• What you will do: Please show every line from the entries that carries the word "Thiếp".

◇ ◇ ◇ ◇

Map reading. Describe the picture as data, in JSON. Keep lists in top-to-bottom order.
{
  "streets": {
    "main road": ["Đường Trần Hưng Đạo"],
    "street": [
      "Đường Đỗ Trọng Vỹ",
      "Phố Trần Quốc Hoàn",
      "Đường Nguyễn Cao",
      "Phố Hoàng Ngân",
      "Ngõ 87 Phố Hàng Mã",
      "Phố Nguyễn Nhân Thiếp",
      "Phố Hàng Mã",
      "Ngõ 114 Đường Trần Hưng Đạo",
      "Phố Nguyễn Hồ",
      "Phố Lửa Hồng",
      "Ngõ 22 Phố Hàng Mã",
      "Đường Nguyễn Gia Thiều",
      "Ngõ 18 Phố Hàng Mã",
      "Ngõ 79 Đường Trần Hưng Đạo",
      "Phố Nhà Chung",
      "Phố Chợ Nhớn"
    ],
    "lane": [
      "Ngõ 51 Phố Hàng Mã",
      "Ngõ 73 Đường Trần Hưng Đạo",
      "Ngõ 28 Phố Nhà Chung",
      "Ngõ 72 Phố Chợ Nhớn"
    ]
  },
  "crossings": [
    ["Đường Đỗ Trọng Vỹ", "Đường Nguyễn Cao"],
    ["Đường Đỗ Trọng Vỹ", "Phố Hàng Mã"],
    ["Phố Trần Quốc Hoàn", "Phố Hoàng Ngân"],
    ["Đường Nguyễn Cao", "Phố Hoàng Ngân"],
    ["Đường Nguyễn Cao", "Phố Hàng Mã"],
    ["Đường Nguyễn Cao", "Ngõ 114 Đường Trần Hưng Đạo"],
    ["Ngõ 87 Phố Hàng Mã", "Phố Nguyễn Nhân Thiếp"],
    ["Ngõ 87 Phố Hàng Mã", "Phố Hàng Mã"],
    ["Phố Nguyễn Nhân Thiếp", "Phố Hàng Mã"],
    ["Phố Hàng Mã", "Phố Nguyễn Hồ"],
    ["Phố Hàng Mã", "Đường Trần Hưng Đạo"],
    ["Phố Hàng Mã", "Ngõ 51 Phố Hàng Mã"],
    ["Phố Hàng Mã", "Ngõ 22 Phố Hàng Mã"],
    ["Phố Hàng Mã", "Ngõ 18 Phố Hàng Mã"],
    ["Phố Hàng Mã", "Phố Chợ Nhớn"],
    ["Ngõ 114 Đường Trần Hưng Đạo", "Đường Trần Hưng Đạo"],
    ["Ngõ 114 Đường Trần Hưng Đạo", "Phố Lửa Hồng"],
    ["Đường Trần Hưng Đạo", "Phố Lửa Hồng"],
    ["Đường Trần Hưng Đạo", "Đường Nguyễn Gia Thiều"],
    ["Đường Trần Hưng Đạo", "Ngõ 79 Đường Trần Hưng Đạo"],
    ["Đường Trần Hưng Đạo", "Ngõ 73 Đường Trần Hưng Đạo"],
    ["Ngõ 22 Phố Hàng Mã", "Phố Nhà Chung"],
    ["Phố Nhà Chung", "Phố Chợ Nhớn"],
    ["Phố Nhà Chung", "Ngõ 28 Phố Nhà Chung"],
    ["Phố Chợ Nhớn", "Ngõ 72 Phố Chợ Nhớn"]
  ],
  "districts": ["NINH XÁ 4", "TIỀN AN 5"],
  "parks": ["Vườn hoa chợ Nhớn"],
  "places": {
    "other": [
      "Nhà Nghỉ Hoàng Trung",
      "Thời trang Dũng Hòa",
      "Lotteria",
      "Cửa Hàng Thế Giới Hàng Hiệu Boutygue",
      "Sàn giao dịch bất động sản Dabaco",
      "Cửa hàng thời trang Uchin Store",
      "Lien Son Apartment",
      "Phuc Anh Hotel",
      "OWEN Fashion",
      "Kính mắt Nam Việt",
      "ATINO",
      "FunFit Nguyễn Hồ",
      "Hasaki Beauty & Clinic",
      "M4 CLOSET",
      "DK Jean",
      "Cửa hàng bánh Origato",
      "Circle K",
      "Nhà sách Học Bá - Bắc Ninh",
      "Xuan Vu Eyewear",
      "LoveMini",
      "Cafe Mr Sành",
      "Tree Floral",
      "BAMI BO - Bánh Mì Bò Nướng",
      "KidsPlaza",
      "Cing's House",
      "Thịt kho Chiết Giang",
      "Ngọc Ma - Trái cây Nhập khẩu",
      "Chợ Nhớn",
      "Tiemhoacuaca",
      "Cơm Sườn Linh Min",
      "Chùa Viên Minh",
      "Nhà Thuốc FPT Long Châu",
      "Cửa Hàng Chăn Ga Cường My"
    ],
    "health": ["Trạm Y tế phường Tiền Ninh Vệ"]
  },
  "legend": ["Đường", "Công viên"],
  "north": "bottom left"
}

◇ ◇ ◇ ◇

• Written response:
      "Phố Nguyễn Nhân Thiếp",
    ["Ngõ 87 Phố Hàng Mã", "Phố Nguyễn Nhân Thiếp"],
    ["Phố Nguyễn Nhân Thiếp", "Phố Hàng Mã"],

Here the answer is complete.